The Anglican church in the village is dedicated to St John and the village takes its name from the church. Within the church are reserved seats with name plaques for members of both branches of the Manx parliament, whilst in the adjacent church hall is an exhibition detailing the history of Tynwald.

==Other features of the village==
The village is dominated by Slieau Whallian, a steep hill to its south. The Tynwald National Park (also known as the Arboretum) is situated on the east side of the village.

Opposite the church is the site of the ancient pound where stray animals were placed until claimed. If unclaimed after a year and a day they became the property of the Lord of Mann, whilst the recovery fee for reclaimed animals was shared equally between the Lord of Mann and the pound official, the "pindar". Also displayed on that site are large stones from a 2300 BC burial chamber found locally.

The main commercial venture of the village is Tynwald Mills, which claims to be the only department store in the island.

==Road transport==
The village is on the A1 Douglas to Peel road. It is also close to the junction with the A3, which leads in a southerly direction to Foxdale and Castletown, and northerly to Kirk Michael, Ballaugh, Sulby and Ramsey. It is thus conveniently located for access from all parts of the Island (even before these roads were built), which is believed to have been a consideration in the original location of Tynwald here.
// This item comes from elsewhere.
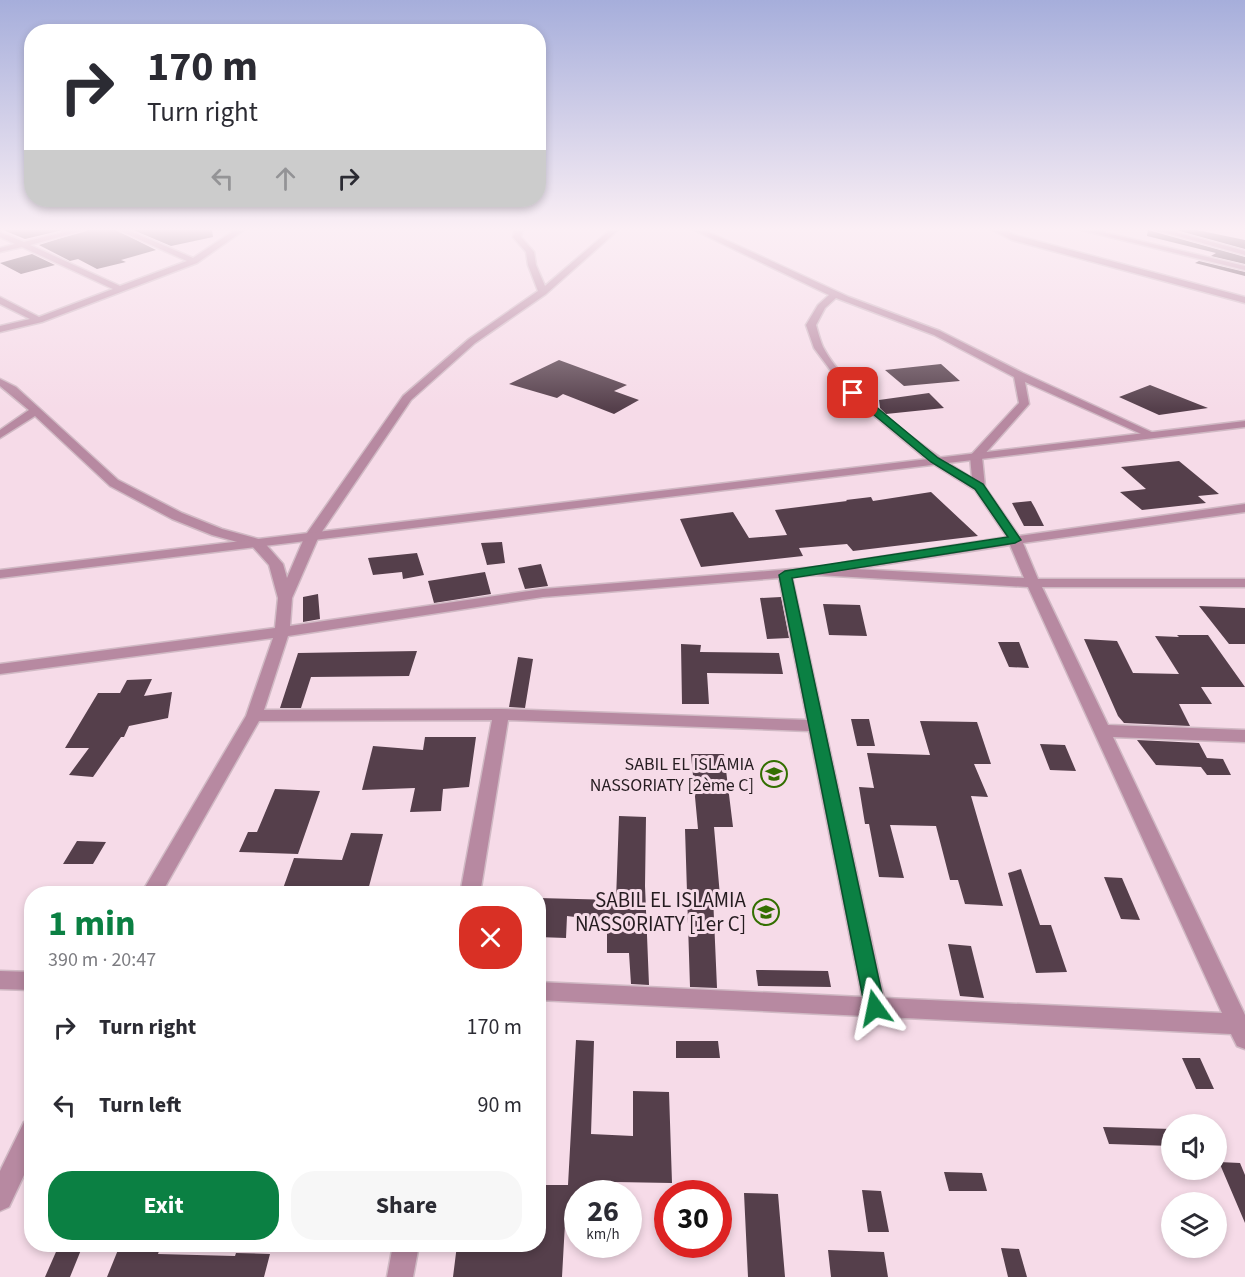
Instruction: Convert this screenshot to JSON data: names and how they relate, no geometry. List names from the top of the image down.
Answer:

==Former railway station==
The village's railway station has long since closed. In its day it was a major railway junction, in the context of the Isle of Man: it was on the Isle of Man Railway (Peel line), the Manx Northern Railway and the Foxdale Railway. The trackbed of the Isle of Man Railway is now used as a footpath, named the Steam Heritage Trail.

==Primary school==
Since 2003, the former St John's School building has been used by the Bunscoill Ghaelgagh (the Manx language primary school).